─── Available data

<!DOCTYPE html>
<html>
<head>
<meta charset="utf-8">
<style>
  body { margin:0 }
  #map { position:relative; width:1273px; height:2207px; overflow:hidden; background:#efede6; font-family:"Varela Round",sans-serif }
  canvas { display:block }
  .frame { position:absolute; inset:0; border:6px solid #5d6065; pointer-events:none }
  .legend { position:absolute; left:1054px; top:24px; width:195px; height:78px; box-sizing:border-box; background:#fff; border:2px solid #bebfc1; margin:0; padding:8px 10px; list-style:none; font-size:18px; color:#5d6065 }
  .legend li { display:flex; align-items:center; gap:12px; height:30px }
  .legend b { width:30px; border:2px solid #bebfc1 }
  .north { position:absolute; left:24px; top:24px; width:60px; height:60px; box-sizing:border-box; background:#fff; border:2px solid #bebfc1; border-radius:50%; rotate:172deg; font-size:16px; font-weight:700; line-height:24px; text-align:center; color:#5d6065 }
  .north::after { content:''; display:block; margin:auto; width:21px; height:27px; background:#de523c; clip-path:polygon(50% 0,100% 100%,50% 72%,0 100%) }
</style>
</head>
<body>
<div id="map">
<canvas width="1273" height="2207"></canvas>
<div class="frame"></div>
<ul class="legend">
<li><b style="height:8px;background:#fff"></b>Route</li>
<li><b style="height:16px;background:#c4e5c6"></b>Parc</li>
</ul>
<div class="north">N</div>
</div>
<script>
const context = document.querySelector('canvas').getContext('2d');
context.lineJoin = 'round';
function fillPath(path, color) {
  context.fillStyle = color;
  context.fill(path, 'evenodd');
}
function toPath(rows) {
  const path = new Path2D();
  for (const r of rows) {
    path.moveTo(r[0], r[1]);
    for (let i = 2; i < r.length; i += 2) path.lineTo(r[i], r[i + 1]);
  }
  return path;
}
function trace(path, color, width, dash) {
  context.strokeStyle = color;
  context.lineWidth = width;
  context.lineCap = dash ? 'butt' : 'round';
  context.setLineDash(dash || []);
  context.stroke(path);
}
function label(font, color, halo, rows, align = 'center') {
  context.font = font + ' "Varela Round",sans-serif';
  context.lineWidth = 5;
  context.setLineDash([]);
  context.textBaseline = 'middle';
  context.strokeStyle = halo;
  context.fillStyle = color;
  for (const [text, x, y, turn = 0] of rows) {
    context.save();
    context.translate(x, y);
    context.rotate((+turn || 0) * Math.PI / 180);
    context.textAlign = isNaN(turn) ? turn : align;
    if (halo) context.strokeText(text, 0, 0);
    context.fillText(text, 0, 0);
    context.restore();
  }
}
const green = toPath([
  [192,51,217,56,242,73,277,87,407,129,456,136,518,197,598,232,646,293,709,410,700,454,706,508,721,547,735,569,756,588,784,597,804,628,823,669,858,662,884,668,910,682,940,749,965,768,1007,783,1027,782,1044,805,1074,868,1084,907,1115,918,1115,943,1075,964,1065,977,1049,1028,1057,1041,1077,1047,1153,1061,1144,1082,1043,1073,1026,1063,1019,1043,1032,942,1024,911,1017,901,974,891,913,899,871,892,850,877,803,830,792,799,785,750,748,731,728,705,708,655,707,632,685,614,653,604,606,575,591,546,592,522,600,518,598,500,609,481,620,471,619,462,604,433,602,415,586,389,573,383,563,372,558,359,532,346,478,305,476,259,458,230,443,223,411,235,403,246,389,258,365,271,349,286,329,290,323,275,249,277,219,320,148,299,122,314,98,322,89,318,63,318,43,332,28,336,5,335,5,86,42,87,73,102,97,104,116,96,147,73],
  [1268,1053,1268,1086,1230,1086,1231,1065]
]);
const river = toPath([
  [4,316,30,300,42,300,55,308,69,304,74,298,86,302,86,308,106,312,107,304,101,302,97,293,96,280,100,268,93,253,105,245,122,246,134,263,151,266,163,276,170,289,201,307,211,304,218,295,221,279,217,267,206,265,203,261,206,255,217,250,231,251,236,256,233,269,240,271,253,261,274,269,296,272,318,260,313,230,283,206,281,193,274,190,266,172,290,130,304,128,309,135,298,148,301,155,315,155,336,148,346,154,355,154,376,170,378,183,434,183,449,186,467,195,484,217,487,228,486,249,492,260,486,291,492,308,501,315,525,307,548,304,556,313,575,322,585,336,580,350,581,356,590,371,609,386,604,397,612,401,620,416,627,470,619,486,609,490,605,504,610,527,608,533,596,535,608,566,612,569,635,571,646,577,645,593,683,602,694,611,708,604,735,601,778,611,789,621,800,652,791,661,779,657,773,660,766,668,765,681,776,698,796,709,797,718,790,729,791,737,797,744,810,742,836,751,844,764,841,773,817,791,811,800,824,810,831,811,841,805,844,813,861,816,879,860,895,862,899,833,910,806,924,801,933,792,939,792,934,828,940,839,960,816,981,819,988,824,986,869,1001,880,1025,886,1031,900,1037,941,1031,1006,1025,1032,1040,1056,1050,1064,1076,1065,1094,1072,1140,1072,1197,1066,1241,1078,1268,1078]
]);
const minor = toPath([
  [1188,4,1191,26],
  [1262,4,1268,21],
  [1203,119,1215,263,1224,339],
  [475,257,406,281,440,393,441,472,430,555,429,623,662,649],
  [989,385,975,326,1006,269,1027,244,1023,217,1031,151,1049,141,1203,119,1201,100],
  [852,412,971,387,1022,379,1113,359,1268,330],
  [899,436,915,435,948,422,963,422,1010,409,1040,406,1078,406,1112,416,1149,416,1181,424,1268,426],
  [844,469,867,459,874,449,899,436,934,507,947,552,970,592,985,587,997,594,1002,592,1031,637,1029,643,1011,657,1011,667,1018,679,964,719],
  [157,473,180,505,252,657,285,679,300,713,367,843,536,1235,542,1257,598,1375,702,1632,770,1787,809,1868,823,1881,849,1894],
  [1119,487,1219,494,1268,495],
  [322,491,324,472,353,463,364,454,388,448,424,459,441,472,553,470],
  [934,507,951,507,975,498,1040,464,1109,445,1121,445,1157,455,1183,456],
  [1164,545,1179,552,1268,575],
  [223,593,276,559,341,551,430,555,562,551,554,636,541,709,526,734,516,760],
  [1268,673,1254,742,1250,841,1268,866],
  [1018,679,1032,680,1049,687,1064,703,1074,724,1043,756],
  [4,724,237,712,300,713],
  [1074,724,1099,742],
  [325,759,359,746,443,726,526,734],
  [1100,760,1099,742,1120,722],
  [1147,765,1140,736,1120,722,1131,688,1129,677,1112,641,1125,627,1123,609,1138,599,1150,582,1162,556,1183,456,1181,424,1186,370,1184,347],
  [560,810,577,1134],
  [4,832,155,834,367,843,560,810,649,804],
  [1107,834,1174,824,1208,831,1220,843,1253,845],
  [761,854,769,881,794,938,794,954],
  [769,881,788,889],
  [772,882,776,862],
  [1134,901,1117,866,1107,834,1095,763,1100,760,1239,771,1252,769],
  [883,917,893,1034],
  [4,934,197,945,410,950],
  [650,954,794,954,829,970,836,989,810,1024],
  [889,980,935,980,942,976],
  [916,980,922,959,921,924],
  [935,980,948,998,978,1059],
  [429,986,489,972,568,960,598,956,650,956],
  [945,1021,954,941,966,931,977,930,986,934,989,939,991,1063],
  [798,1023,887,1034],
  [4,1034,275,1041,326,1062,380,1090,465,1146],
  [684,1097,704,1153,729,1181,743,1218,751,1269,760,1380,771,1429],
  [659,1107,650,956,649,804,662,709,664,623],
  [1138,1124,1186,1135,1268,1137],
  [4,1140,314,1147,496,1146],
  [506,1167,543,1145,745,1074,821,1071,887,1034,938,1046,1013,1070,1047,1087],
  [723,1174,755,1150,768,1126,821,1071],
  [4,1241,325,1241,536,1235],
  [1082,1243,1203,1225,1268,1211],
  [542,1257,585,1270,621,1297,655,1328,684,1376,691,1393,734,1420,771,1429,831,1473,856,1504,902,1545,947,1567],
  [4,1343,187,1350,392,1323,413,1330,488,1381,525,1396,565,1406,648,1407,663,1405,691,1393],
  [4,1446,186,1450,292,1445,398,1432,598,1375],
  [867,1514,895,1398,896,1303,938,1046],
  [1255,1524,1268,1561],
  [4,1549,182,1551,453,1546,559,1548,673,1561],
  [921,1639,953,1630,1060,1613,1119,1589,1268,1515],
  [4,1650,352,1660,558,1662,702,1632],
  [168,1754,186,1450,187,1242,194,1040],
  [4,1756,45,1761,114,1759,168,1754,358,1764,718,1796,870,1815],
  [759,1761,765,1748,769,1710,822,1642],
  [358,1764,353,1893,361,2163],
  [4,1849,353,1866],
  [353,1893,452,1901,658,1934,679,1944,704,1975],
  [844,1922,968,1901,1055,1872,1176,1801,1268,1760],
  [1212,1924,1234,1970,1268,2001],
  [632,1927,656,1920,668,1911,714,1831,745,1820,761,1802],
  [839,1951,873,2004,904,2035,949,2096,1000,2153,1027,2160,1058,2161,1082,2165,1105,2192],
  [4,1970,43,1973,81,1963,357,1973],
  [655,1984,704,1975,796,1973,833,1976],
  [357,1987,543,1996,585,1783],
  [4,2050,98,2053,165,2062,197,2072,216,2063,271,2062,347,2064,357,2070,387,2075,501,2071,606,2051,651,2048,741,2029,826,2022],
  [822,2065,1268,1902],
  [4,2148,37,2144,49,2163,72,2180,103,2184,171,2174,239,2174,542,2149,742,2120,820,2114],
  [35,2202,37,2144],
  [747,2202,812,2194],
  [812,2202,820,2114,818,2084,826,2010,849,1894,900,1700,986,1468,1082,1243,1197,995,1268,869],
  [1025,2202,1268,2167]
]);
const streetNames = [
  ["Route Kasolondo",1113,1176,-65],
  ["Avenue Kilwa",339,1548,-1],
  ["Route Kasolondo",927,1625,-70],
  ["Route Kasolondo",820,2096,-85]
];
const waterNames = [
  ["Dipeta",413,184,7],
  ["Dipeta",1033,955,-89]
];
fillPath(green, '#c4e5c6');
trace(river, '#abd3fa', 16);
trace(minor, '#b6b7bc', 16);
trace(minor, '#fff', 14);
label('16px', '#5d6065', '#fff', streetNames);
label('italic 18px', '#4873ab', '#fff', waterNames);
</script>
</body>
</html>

──────

● **Exercise**: Whenever a line of the data includes "lineWidth", copy that line.

● **Answer box**:
  context.lineWidth = width;
  context.lineWidth = 5;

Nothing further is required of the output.